## Task description:
Restate each line below word for word, skipping every picture.

## The data:
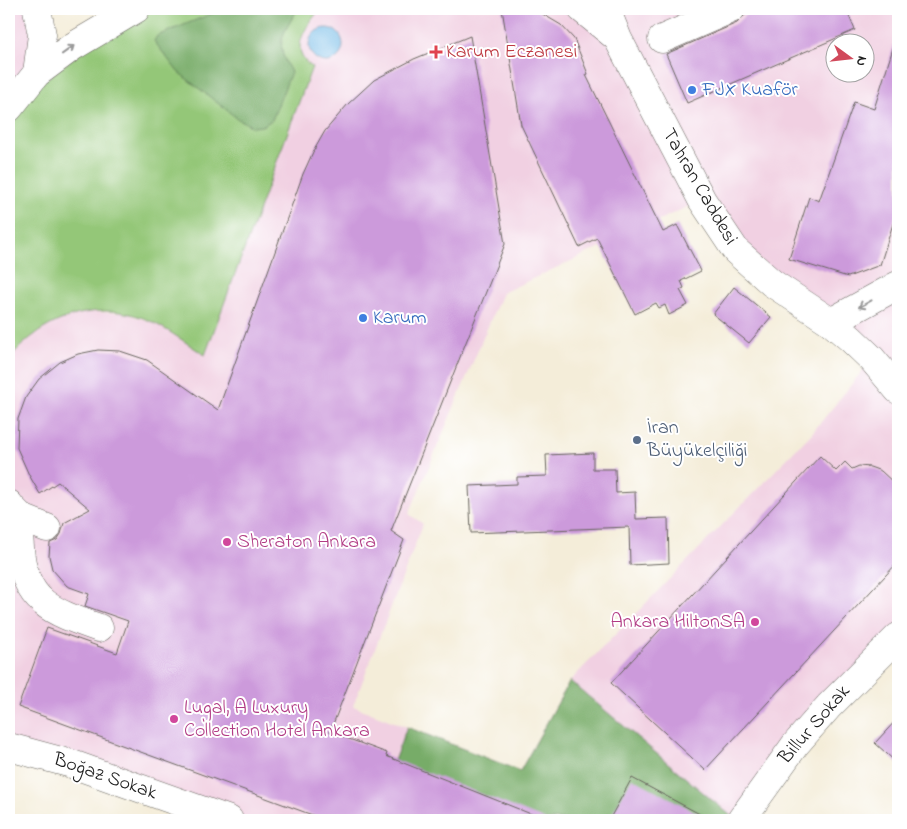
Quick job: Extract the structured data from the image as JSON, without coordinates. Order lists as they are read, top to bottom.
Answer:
{
  "streets": {
    "street": ["Tahran Caddesi", "Billur Sokak", "Boğaz Sokak"]
  },
  "places": {
    "health": ["Karum Eczanesi"],
    "other": [
      "FJX Kuaför",
      "Karum",
      "İran Büyükelçiliği",
      "Sheraton Ankara",
      "Ankara HiltonSA",
      "Lugal, A Luxury Collection Hotel Ankara"
    ]
  },
  "north": "right"
}
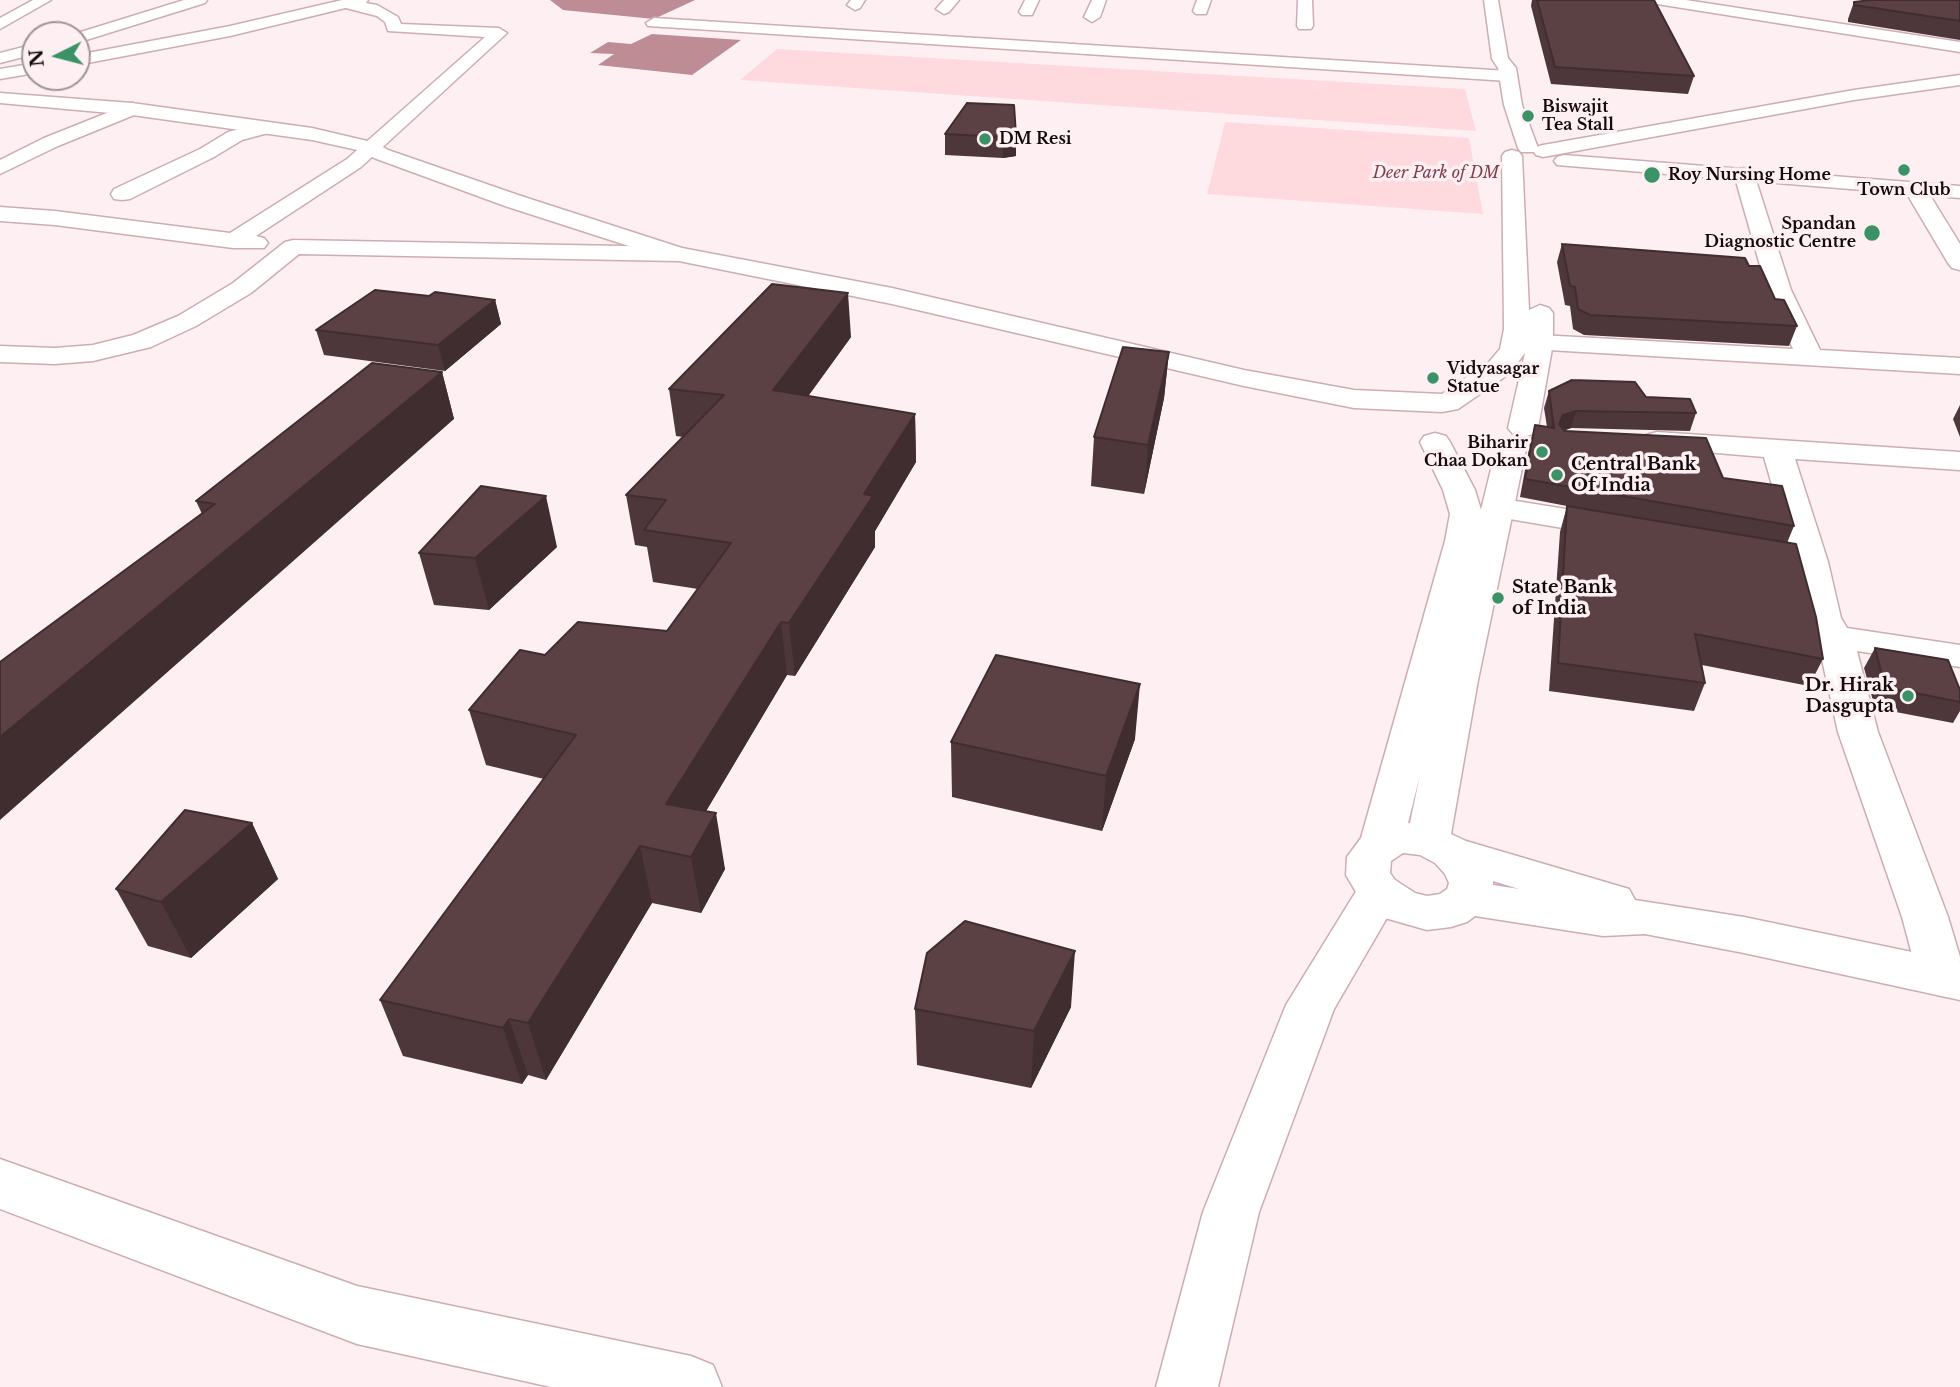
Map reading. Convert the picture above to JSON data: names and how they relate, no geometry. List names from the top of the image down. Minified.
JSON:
{"parks":["Deer Park of DM"],"places":["Biswajit Tea Stall","DM Resi","Town Club","Roy Nursing Home","Spandan Diagnostic Centre","Vidyasagar Statue","Biharir Chaa Dokan","Central Bank Of India","State Bank of India","Dr. Hirak Dasgupta"],"north":"left"}
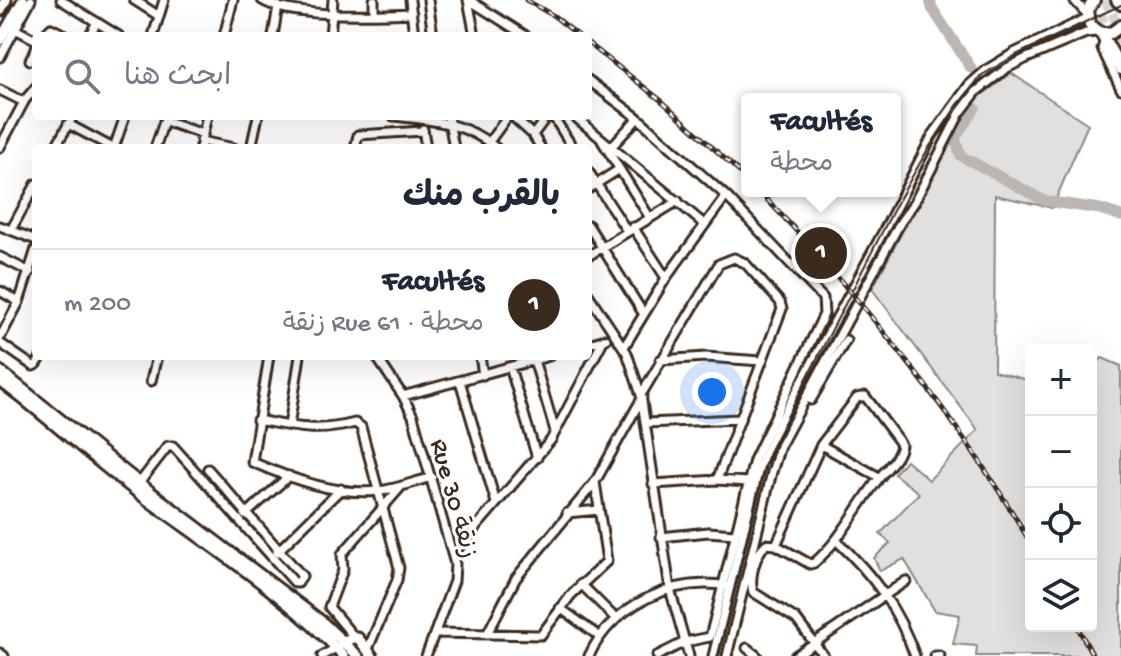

## Task result:
Quick job: Extract the structured data from the image as JSON, without coordinates. Order lists as they are read, top to bottom.
Answer:
{
  "streets": {
    "street": ["Tahran Caddesi", "Billur Sokak", "Boğaz Sokak"]
  },
  "places": {
    "health": ["Karum Eczanesi"],
    "other": [
      "FJX Kuaför",
      "Karum",
      "İran Büyükelçiliği",
      "Sheraton Ankara",
      "Ankara HiltonSA",
      "Lugal, A Luxury Collection Hotel Ankara"
    ]
  },
  "north": "right"
}
Map reading. Convert the picture above to JSON data: names and how they relate, no geometry. List names from the top of the image down. Minified.
JSON:
{"parks":["Deer Park of DM"],"places":["Biswajit Tea Stall","DM Resi","Town Club","Roy Nursing Home","Spandan Diagnostic Centre","Vidyasagar Statue","Biharir Chaa Dokan","Central Bank Of India","State Bank of India","Dr. Hirak Dasgupta"],"north":"left"}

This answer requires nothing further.